In a 1988 interview with El Tecolote, Lopez opened up about the challenges of being a working artist.

“The situation for artists is…impossible,” Lopez said at the time. “When young people ask me about being an artist, I tell them not to do it. I have no health plan, no retirement plan, no Social Security (benefits), but I know that’s not going to stop them. Art is beyond logic, we’re driven to do it.”

In the same interview, she spoke openly about being diagnosed with the autoimmune disease, Lupus, motherhood, and her love of life.

“I know death is always lurking about, all I have is the here and now,” Lopez told El Tecolote in 1988. The life lessons, such as the death of her beloved grandmother and that hard work doesn’t guarantee success, freed her from restrictions, like the strings of a balloon being snapped. “They taught me that there’s nothing to lose.”

“I want to feel everything,” she continued. “I want to touch everything, that’s why I’ve forced myself to introduce myself to people and become a mother.

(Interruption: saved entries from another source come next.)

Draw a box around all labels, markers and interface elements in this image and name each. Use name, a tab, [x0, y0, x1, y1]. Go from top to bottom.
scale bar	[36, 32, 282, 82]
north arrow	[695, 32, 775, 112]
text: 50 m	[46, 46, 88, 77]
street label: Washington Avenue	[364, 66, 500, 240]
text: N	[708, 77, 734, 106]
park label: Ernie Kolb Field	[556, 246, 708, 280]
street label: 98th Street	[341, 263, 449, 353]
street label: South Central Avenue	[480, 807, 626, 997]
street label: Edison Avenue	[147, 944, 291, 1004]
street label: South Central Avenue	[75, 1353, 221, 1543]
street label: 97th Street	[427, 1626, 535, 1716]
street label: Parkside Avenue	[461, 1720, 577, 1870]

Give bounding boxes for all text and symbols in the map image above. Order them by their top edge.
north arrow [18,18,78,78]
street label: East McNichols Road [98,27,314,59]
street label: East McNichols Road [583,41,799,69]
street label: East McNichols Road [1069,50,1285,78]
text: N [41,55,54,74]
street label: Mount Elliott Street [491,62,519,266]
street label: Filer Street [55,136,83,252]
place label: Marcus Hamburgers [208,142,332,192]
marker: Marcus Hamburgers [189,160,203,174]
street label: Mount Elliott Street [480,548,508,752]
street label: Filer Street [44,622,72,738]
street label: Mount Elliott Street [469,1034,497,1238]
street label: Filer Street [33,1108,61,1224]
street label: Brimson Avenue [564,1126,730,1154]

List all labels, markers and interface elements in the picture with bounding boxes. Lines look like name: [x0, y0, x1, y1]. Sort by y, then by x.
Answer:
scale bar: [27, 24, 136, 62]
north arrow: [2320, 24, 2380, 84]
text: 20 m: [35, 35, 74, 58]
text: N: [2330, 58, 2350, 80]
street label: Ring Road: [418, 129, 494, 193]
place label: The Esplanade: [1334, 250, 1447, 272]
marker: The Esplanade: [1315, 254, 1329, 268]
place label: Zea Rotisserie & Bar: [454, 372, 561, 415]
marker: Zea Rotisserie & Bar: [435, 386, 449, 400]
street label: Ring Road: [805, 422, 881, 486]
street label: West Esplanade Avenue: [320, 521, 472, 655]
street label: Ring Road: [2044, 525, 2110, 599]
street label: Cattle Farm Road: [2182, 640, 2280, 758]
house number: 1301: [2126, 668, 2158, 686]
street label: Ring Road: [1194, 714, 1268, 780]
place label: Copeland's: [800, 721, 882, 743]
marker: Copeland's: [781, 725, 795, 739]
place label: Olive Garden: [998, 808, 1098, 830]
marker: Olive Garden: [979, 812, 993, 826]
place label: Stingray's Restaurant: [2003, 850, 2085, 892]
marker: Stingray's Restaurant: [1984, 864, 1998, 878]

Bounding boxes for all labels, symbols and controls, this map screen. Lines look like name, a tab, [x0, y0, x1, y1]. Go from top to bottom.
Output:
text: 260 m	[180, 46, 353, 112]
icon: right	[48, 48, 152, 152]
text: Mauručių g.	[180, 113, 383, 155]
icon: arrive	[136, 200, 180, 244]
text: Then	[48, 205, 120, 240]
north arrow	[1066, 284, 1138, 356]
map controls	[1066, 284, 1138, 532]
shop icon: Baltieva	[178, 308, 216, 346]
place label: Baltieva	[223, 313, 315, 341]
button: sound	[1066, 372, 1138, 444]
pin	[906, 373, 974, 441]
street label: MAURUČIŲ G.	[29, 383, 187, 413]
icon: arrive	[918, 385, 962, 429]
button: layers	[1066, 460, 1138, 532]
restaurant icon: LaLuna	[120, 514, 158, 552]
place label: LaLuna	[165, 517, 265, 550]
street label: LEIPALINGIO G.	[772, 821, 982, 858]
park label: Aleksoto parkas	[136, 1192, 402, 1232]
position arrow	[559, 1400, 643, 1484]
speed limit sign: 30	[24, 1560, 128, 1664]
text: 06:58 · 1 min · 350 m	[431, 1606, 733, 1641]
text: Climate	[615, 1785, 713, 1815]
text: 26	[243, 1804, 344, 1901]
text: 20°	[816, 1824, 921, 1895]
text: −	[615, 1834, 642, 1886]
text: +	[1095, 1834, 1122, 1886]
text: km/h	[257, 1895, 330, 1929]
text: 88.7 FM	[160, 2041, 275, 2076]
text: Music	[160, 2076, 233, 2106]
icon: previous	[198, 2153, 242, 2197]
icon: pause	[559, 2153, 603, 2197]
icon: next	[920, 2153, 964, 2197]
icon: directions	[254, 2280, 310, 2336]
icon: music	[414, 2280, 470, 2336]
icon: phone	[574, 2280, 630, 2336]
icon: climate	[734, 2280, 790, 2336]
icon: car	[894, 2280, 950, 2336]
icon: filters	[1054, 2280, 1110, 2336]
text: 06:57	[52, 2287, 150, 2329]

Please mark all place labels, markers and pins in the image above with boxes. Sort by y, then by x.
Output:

I didn’t want to miss out on the experience of having a child. Curiosity drives me. The excitement has always been a big lure, it’s the seductress of life. I feel I’ve lived through a lot of thrilling things, through the beatnik generation, from SNCC (Student Non-Violent Coordinating Committee) to hippies and rock music. It’s been like a treat. How can I not love life?”

In late 2013, Río’s parents faced Ellis Act evictions from the apartments they had been living in since 1978. “They had been through so many eras of the community and neighborhood. It was an incredibly difficult time, having to be confronted with the changing face of San Francisco.”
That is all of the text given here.